Is AI art really art? This California gallery says yes

CNN Business

As artificial intelligence is becoming increasingly popular for creating images, a The question has gripped the art world: Can AI create art?

At Bitform Gallery in San Francisco, the answer is yes. An exhibit called “Artificial Imagination” is on display until the end of December and features works created or inspired by the generative AI system DALL-E as well as other types of AI. With DALL-E, and other similar systems like Stable Diffusion or Midjourney, a user can type in words and get an image back.

2022 digital image of August Camp

Steven Sacks, who founded the original Bitform Gallery in New York in 2001 (a San Francisco location opened in 2020), has always focused on working with artists at the intersection of art and technology. But it may be the first art show to focus on DALL-E, which was created by OpenAI, and it’s the first Sacks has presented that directly focuses on work created with AI, he told CNN Business.

Using technology such as 3D printing and Photoshop is common in art. But new text-to-image systems like DALL-E, Stable Diffusion and Midjourney can pump out stunning-looking images at lightning speed unlike anything the art world has seen before. In just months, millions of people have flocked to these AI systems and they have already been used to create experimental films, magazine covers and images to illustrate news stories. Yet while these systems are gaining, they are also conflicting. For example, when a painting done by Midjourney recently won an art contest at the Colorado State Fair, it caused outrage among artists.
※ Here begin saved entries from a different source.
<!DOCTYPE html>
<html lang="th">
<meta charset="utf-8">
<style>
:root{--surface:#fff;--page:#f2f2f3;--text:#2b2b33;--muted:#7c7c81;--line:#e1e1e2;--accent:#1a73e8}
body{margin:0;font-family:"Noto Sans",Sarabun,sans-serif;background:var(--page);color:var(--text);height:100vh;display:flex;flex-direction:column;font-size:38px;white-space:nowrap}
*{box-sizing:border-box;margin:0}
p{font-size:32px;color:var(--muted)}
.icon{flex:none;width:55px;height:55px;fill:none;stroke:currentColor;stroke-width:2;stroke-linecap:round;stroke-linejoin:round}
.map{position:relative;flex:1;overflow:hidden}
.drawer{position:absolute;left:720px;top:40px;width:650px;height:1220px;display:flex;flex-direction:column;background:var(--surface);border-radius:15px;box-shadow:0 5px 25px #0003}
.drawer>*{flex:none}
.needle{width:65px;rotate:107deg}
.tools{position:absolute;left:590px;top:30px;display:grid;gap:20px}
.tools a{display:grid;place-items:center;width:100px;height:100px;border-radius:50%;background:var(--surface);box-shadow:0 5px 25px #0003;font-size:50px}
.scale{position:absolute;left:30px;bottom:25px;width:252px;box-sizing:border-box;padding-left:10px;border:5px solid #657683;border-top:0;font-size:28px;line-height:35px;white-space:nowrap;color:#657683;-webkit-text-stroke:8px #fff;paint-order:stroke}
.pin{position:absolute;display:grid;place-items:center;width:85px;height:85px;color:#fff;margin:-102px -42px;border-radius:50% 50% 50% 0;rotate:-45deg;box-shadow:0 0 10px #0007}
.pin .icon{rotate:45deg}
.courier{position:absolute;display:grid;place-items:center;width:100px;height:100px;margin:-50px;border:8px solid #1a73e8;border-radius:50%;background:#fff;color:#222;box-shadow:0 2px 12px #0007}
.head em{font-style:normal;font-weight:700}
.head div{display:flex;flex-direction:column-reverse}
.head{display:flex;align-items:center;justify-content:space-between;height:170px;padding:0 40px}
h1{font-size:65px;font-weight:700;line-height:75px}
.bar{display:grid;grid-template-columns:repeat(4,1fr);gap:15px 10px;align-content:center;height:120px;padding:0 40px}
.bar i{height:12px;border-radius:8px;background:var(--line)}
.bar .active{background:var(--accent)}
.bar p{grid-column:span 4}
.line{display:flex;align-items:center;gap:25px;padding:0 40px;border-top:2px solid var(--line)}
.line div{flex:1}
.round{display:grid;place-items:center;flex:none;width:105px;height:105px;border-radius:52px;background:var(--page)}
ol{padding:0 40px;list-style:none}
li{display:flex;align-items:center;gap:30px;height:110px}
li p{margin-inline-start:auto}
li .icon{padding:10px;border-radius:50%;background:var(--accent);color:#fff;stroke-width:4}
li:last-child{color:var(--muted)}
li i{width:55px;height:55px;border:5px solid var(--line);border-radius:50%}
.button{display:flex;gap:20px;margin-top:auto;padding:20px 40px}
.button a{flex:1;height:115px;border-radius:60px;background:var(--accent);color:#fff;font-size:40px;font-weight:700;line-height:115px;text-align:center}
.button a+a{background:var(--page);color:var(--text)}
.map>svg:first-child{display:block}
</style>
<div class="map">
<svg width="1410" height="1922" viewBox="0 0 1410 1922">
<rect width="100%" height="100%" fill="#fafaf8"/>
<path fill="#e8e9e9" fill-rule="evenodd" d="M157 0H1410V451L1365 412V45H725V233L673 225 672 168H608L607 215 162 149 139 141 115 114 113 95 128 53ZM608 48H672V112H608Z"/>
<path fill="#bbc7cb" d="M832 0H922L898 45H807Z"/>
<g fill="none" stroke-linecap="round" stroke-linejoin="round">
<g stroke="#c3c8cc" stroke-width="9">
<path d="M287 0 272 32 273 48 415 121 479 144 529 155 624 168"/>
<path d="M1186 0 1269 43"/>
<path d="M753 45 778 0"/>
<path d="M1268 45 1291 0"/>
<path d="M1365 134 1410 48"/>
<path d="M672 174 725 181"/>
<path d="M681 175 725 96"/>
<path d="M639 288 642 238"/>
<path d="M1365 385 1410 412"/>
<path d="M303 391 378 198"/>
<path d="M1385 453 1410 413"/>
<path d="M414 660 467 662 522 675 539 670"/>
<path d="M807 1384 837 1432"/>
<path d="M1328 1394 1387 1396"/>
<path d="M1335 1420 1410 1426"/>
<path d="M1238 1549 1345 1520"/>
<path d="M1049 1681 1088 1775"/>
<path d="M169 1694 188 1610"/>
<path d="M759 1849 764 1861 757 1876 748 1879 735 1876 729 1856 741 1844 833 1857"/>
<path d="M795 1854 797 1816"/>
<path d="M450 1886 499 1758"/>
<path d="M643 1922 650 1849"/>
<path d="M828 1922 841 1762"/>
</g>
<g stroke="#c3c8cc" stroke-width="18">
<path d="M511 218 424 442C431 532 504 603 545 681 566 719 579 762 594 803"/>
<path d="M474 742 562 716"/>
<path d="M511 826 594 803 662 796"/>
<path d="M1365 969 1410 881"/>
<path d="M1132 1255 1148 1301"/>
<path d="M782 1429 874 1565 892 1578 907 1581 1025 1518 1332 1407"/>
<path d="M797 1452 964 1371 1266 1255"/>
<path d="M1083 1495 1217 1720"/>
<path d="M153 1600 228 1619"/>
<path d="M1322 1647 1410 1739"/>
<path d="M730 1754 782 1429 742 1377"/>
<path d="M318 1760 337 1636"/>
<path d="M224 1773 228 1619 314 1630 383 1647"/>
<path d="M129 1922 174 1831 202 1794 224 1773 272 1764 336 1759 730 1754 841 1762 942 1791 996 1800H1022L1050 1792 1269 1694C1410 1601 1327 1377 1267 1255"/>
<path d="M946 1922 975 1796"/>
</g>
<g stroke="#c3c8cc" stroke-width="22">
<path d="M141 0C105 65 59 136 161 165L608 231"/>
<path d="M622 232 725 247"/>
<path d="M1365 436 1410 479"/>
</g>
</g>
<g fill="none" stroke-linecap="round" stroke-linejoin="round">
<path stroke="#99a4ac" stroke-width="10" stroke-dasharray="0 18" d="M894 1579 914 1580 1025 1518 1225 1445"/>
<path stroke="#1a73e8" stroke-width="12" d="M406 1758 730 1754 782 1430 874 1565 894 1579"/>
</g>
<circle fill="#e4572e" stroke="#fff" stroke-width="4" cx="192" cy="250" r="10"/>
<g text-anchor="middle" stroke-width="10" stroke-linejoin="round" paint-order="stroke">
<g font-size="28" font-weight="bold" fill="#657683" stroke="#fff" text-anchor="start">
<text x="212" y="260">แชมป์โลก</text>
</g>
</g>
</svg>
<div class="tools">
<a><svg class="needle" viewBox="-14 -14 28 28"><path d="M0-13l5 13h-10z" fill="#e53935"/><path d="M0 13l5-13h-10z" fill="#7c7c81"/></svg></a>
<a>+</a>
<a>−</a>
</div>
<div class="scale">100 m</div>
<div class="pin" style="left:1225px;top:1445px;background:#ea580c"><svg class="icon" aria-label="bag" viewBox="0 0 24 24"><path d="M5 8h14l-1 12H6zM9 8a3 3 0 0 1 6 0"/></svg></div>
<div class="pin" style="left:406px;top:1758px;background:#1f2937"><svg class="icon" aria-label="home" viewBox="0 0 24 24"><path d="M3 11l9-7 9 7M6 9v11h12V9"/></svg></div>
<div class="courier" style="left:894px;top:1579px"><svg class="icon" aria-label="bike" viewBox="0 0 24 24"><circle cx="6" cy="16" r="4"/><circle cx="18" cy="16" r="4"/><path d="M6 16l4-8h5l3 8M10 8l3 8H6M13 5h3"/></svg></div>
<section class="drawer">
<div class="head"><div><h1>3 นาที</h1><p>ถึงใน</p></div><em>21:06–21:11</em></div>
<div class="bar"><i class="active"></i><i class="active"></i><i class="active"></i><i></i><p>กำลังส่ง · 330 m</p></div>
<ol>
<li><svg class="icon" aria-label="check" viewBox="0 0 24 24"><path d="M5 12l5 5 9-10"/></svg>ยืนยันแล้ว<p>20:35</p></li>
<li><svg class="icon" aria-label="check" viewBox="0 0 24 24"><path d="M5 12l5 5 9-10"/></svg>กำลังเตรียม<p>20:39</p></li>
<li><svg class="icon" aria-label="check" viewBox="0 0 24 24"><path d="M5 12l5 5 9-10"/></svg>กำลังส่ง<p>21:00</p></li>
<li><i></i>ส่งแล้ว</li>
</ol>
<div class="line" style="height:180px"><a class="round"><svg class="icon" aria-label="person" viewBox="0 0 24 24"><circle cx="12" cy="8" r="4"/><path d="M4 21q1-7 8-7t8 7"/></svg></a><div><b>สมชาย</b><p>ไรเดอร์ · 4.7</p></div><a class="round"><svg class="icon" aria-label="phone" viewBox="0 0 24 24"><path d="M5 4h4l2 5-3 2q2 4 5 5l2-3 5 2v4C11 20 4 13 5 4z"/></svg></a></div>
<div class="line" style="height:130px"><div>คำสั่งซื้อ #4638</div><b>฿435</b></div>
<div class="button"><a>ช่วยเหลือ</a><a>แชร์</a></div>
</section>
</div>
For Sacks, emerging AI systems like DALL-E are “just another tool,” he said, noting that artists throughout history have used past work to create new work in different ways.

“It’s a wonderful partner creatively,” he said.

“Artificial imagination” spans many mediums and many different styles, and includes artists who are known for using technology in their work, such as Rafik Anadol, and others who are new to it. It ranges from Anadolu’s 30-minute video loop of a computer’s take on an ever-changing nature scene to Marina Zorko’s vivid photo collages, created with the help of DALL-E, that almost feel like Soviet propaganda. Mixed with old story books.

Said the coins The exhibition, which is being presented by bitforms and venture-capital firm Day One Ventures, is in many ways an educational show about the state of DALL-E and how artists are using AI.

Marina Zorko used DALL-E to help create her 2022 piece

Several pieces are more sophisticated in their use of AI and DALL-E in particular, such as August Kemp’s 2022 print, “New Experimental Version, State of the Art,” which looks like a close-up of a retro-futuristic stereo. A spaceship. Kemp said she begins by typing what she calls a primer — a series of words like “grainy,” “detail,” “cinematic,” “movie still” — intended. To convey the aesthetic she wanted, the goal in this case was to look as if she was watching a movie and just paused it, she said. Then he added words in hopes of creating an electronic synthesizer that “looked as weird as they sounded,” he said.

The final piece is a collection of 30 or so differently rendered images, extracted section by section—a process that uses AI to enhance the image by adding more elements to it. Camp also used Photoshop to tweak the overall image.

Kemp pointed out that the general idea of ​​art galleries gives the impression that good art is rare, but she sees emerging AI tools like DALL-E to help people realize that art can be much more (like making it (Anyone can wake up from a vivid dream, type in a description of what they were imagining, and draw a picture expressing their thoughts).

“Art for me is and should be a lot because I see it as an expression of love and emotions, which I think are many things,” she said.

Alexander Ribon, Ceci N'est Pas Une Barriere, 2020.

Some of the pieces on display use AI in a more indirect (and perhaps silly) fashion, such as Alexander Rabin’s 2020 sculpture called “Sissy Anist Pass Un Barrier.” Reuben used AI as a kind of art director: He used the text generator GPT-3 and a custom set of algorithms to generate a description of a non-existent artwork that hangs on the wall of the bitforms gallery. It includes the title, the name of a fictional artist — Norifen Struggenberg, listed as “Swedish, born 1973” — and text such as “It has so much depth, and yet it’s so cruel” and “Using the Police Problem.” Handcuffs are on. In the context of society, they are used to restrain prisoners, and still, they are used to create a barrier between sight and work.

Ribon designed his sculpture, which also hangs on the wall, around the details, with elements including green roof flashing, a porch light, metal grab bars, and handcuffs.

“I want to put it out there: There’s a range of artists, there’s really different ways of presenting this kind of work, of being with this kind of work, of connecting with this kind of work,” Sacks said. . “I want people to ask questions about it.”